Chapter 1 R and RStudio
The free and open-source software R is widely used in many fields of science and beyond. It is an extremely versatile programming language, as well as an interactive environment for data exploration and statistical computing, especially when combined with the functionality that RStudio provides.
If you have not installed R and RStudio yet, you can download the latest versions from the R and RStudio websites.
R is basically a scripting language, providing a means to make and run scripts. Scripting is essential for quality control and transparency of data processing, and it is more and more a requirement to ensure transparency and repeatability of data processing in science. Our end goal should not just be to “do stuff”, but to do it in a way that anyone can easily and exactly replicate our workflow and results. The best way to achieve this is to write scripts.
R is a dynamic or interpreted programming language, which means that - contrary to compiled languages like C++ - you don’t need a compiler to first create a program from your code before you can use it. R interprets your code directly, so that you simply can write code and run it. This makes the development cycle fast and easy.
RStudio is more than simply a graphical user interface (GUI) for R; it is an open source integrated development environment (IDE) that includes a console, syntax-highlighting editor that supports direct code execution, as well as tools for plotting, history, debugging, workspace management and version control.

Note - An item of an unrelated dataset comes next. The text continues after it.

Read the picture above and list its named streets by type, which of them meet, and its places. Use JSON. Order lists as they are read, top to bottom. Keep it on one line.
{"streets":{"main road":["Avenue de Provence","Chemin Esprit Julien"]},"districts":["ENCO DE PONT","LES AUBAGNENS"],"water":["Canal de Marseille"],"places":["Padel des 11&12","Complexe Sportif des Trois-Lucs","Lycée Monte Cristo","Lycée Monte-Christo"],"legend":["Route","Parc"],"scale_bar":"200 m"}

Always load R through the RStudio IDE!
1.1 Pane overview
RStudio displays 4 panels (or panes, windows) in which different types of content is displayed. In the default setting, the top-left window contains a script editor, the console is at the bottom-left, the environment window (showing what is stored in memory) is at the top-right, and a plotting window is bottom-right. Some panels have multiple tabs that include other useful features such as help and information on (available and loaded) packages etc:
The console is the heart of R. Here is where R actually evaluates code. If the last character you see is >
(a prompt) it indicates that R is waiting for new input (and thus has finished any prior task). You can type code directly into the console after the prompt and get an immediate response. For example, if you type 1+1
into the console and press enter, you’ll see that R immediately gives an output of 2.
In the console, if instead of R’s prompt symbol >
you see the symbol +
) then it means that R expects you to complete the current command! If you want to abort the command (e.g. when the script is wrong, for example when you do not have matching closing brackets), you can hit the Esc
key on the keyboard when your cursor is at the console.

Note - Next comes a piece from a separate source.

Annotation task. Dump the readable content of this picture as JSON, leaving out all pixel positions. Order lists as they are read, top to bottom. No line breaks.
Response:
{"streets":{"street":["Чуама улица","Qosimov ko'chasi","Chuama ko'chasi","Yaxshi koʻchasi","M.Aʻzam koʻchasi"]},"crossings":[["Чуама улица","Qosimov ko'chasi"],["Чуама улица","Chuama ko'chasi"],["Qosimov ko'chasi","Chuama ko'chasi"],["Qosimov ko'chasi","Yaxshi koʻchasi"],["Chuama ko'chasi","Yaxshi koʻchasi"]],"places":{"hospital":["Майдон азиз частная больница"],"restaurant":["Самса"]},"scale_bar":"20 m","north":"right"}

The script editor that lets you work with source script files. Here, you can enter multiple lines of code, and save your script file to disk (R scripts are just text files; save them with the .r extension). The RStudio script editor recognizes and highlights various elements of your code, for example using different colours for different elements, and it also helps you find matching brackets in your scripts.

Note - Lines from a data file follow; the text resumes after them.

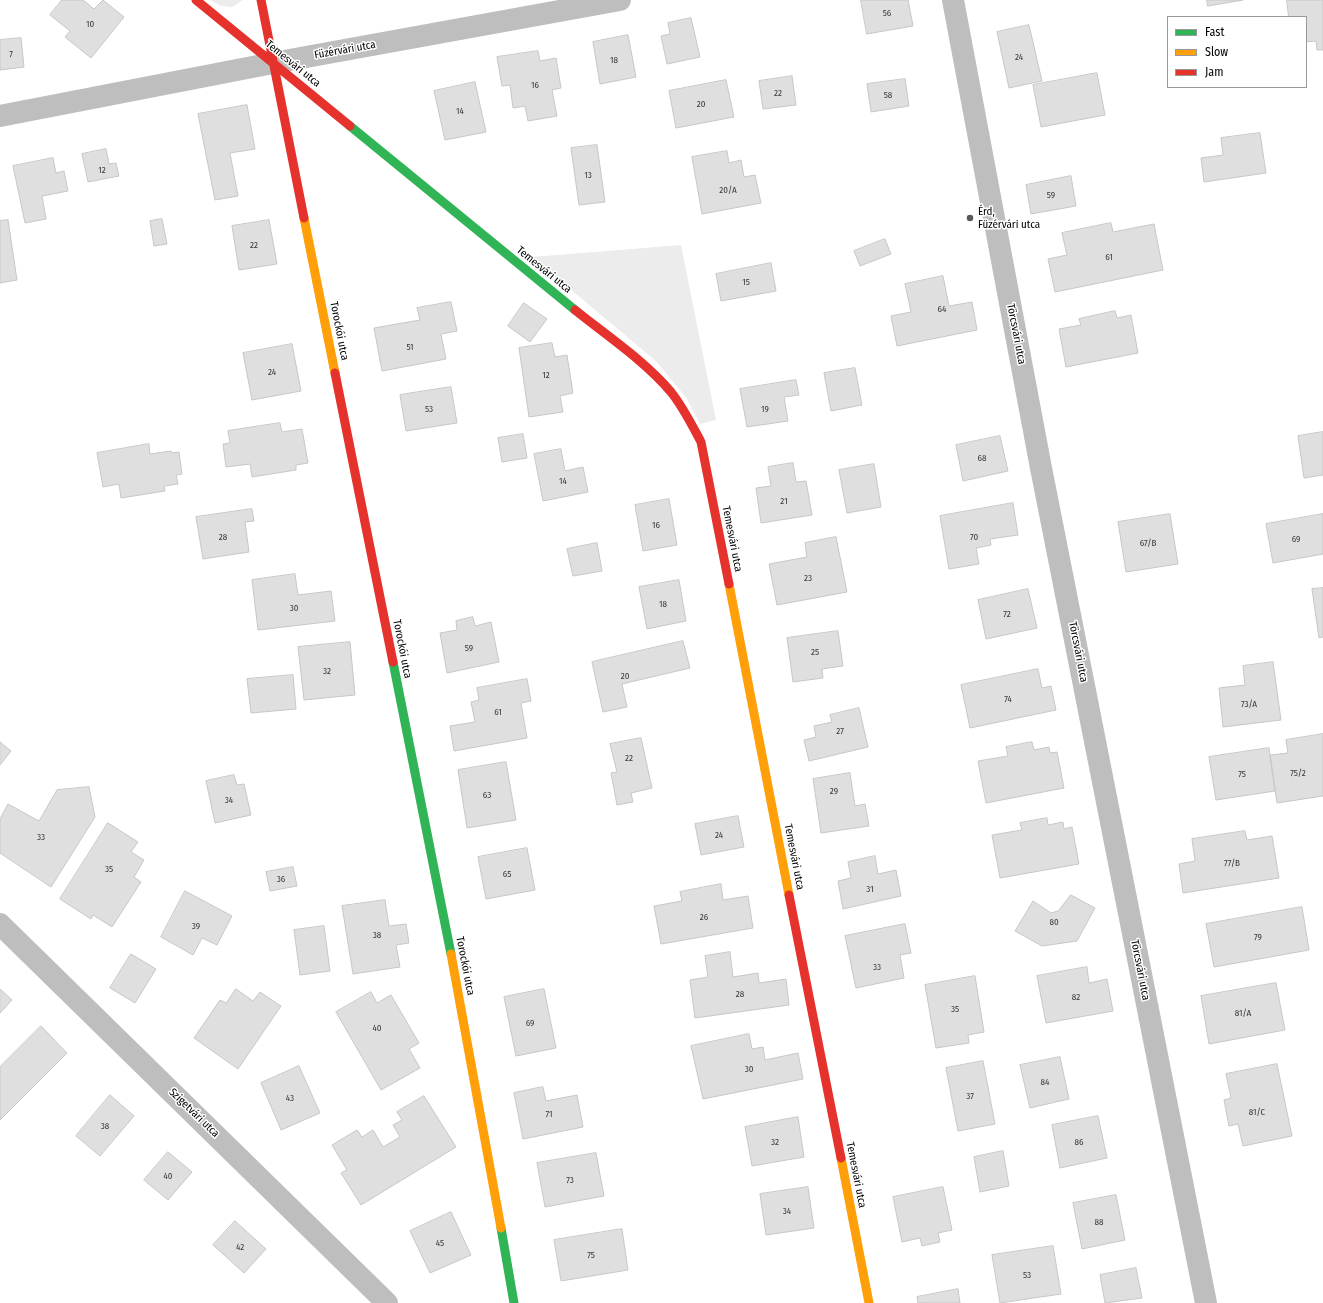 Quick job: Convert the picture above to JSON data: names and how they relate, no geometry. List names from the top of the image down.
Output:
{
  "streets": {
    "street": [
      "Füzérvári utca",
      "Temesvári utca",
      "Torockói utca",
      "Törcsvári utca",
      "Szigetvári utca"
    ]
  },
  "crossings": [
    ["Füzérvári utca", "Temesvári utca"],
    ["Füzérvári utca", "Torockói utca"],
    ["Temesvári utca", "Torockói utca"]
  ],
  "places": ["Érd, Füzérvári utca"],
  "house_numbers": [
    "56",
    "10",
    "7",
    "24",
    "18",
    "16",
    "22",
    "58",
    "20",
    "14",
    "12",
    "13",
    "20/A",
    "59",
    "22",
    "61",
    "15",
    "64",
    "51",
    "24",
    "12",
    "53",
    "19",
    "68",
    "14",
    "21",
    "16",
    "28",
    "70",
    "69",
    "67/B",
    "23",
    "18",
    "30",
    "72",
    "59",
    "25",
    "32",
    "20",
    "74",
    "73/A",
    "61",
    "27",
    "22",
    "75/2",
    "75",
    "29",
    "63",
    "34",
    "24",
    "33",
    "77/B",
    "35",
    "65",
    "36",
    "31",
    "26",
    "80",
    "39",
    "38",
    "79",
    "33",
    "28",
    "82",
    "35",
    "81/A",
    "69",
    "40",
    "30",
    "84",
    "37",
    "43",
    "81/C",
    "71",
    "38",
    "32",
    "86",
    "40",
    "73",
    "34",
    "88",
    "45",
    "42",
    "75",
    "53"
  ],
  "legend": ["Fast", "Slow", "Jam"]
}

You can change the location of panels and what tabs are shown under View > Panes > Pane Layout. In Tools > Global options > Appearance, you can change to looks of the GUI, e.g., used colours.
Instead of typing directly into the console, it is thus better to enter the commands in the script editor. This way, R commands can be recorded for future reference. To execute some code, you can either select the code you wish to execute and click on the Run button on the top right of the script panel, or press a hot-key such as “Ctrl + Enter” or “Ctrl + r” on a Windows pc (“Command + Return” on an Apple pc; below we will assume you work on a Windows machine). To see all shortcuts in RStudio, check “Alt + Shift + k” (or Tools > Keyboard Shortcut help). To facilitate reproducibility of your project, write most of your code in script, and only type directly into the console to de-bug or do quick analyses (i.e., small tasks that do not need to be saved for future reference).
Most of the time working in a project you will be working on scripts in the scripts editor panel, and check output in the console or plot panel. It is always good practice to make ample use of the help tab, which provides the help menu for R functions. To quickly access the help file associated to some function, use the The help()
function and ?
help operator. For example, if you want to retrieve the documentation of the function lm
, you could enter the command help(lm)
or help("lm")
, or ?lm
or ?"lm"
(i.e., the quotes are optional).
1.2 Configuring RStudio
It is advised to configure the settings of RStudio before you start working on a project. By default, RStudio re-uses / restores projects, saves history, and asks on exit whether or not to save the workspace to file. Via Tools > Global Options > General you can configure RStudio (see here for explanation of the options). If you keep things around in your workspace, things will get messy, and unexpected things will happen. It is therefore good practice to uncheck all restore checkboxes and set the Save workspace to .RData on exit to Never, so that when you start RStudio you start with a clean sheet:
This forces you to work in a clean and structured way, thereby increasing the transparency and reproducibility of your project! This is not only benefiting reproducible science, it also will help your future self: when you resume a project after some break, you can easily pick up right where you left off when you work in a transparent and reproducible way.